Outsell Inc., a founder member of BIIA, has just released a report on ‘Big-Data’ authored by Frank Gilbane, President of Outsell’s Gilbane Services
“Big-data” has a lot of buzz these days, and if the big-data buzz is based in reality, there will be a lot more data available to create and harvest new information products. The promise of big-data is that it provides additional value, increases productivity, and even exposes and creates new information and decision support in real time. These are big claims. Publishers and information providers must put and keep big-data on their radar, and start considering whether, when, and how big-data will change their business. This report focuses on big-data, its implications, and its importance to our industry.
This latest report from Outsell includes:
- A definition and examples of big-data;
- A discussion of the value of big-data for publishers and information providers
- An overview of big-data technologies and technology providers;
- Several challenges that managing big-data presents to the information industry;
- Essential actions for utilizing big data and developing products and services for the industry.

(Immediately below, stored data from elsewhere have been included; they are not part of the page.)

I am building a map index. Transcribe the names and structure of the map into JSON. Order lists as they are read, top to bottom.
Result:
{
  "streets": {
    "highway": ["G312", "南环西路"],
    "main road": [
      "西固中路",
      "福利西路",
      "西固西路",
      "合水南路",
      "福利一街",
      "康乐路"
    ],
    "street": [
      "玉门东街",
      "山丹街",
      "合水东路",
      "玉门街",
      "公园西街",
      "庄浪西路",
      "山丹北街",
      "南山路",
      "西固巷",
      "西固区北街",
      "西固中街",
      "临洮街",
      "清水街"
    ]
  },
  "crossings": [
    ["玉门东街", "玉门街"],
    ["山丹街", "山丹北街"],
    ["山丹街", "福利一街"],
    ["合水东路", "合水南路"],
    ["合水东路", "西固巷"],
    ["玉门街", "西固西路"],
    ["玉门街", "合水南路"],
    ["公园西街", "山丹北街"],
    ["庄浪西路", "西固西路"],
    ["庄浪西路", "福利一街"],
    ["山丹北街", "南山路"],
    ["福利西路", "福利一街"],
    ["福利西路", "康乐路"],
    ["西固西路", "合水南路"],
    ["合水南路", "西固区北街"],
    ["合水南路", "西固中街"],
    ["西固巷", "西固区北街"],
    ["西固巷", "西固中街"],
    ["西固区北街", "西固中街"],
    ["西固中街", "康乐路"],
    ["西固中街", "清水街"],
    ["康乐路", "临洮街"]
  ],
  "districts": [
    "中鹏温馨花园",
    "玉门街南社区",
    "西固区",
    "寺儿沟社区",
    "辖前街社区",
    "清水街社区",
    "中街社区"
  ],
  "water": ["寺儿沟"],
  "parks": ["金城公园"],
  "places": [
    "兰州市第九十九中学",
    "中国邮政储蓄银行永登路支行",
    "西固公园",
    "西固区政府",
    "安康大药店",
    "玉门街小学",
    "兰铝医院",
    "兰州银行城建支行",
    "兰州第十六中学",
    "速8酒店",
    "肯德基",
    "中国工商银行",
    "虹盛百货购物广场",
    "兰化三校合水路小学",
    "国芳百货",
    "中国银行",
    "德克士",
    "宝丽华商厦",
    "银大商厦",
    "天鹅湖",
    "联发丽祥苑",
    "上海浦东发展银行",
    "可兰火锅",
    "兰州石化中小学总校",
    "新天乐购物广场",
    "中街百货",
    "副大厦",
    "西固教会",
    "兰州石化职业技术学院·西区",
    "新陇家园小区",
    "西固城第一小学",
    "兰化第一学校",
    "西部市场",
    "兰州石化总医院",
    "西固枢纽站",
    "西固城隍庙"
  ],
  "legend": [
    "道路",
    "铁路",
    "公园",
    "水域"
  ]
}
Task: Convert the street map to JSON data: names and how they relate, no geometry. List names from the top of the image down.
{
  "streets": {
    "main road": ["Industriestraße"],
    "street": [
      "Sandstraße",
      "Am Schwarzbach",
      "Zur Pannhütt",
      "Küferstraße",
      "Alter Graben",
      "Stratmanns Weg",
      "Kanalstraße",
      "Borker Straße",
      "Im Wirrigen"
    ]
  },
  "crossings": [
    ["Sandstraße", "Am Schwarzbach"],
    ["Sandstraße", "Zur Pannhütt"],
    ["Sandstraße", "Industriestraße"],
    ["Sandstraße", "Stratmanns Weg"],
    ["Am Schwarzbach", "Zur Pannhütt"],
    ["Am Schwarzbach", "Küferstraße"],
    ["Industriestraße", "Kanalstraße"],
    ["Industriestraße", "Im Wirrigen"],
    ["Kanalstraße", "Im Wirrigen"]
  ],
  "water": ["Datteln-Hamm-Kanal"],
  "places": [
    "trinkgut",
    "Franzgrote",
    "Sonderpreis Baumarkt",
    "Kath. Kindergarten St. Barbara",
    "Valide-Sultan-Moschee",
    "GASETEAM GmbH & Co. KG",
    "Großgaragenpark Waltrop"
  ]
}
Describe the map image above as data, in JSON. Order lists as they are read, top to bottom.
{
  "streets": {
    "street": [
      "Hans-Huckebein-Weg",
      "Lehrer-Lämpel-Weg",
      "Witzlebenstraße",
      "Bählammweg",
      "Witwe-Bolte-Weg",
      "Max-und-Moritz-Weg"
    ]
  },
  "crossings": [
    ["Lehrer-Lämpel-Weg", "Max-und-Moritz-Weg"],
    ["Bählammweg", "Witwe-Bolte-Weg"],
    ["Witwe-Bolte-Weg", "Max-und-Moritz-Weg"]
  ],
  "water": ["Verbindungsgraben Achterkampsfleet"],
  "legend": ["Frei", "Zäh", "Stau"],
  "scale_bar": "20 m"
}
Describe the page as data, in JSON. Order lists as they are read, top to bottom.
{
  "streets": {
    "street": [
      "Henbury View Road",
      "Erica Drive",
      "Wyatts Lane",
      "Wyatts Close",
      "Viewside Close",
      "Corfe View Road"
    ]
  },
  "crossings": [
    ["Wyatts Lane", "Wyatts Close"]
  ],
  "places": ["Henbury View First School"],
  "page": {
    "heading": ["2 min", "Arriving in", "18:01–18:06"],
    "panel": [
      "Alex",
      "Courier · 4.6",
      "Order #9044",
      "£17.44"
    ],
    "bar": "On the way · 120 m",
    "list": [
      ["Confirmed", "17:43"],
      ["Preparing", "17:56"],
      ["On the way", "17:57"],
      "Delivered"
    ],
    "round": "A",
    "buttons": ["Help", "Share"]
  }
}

Is big-data qualitatively different from the data we already have? Is more actually not just better but different? Put another way, are the advantages of big-data disruptive, allowing possible leaps in our knowledge, or is it incremental? Where is the value of big-data?
In Outsell’s opinion, there is something different with big-data – an inflection point, with new business models, data products, and services; increased productivity; new discoveries; and new ways to assess corporate value as big-data increasingly becomes a core raw material of business. The increased data transparency concomitant with big-data is a key contributor to value in multiple ways, boosting productivity, fueling data integration “mash-ups,” and inspiring new business opportunities.
Whatever one thinks about the value of data in itself and the emergence of information from the sheer scale of big-data, there is no doubting the power of combining data with software to produce significantly enhanced information value in multiple ways. Increased value comes from easier access, better communication, and more efficient workflow processes.
To interpret big-data assets will hinge on analytics and the author indicated amongst other challenges possible shortages of skills in statistics, modeling, and possibly computer science to analyze the new data sets being created and the analytics being generated. This is a ‘must read’ report!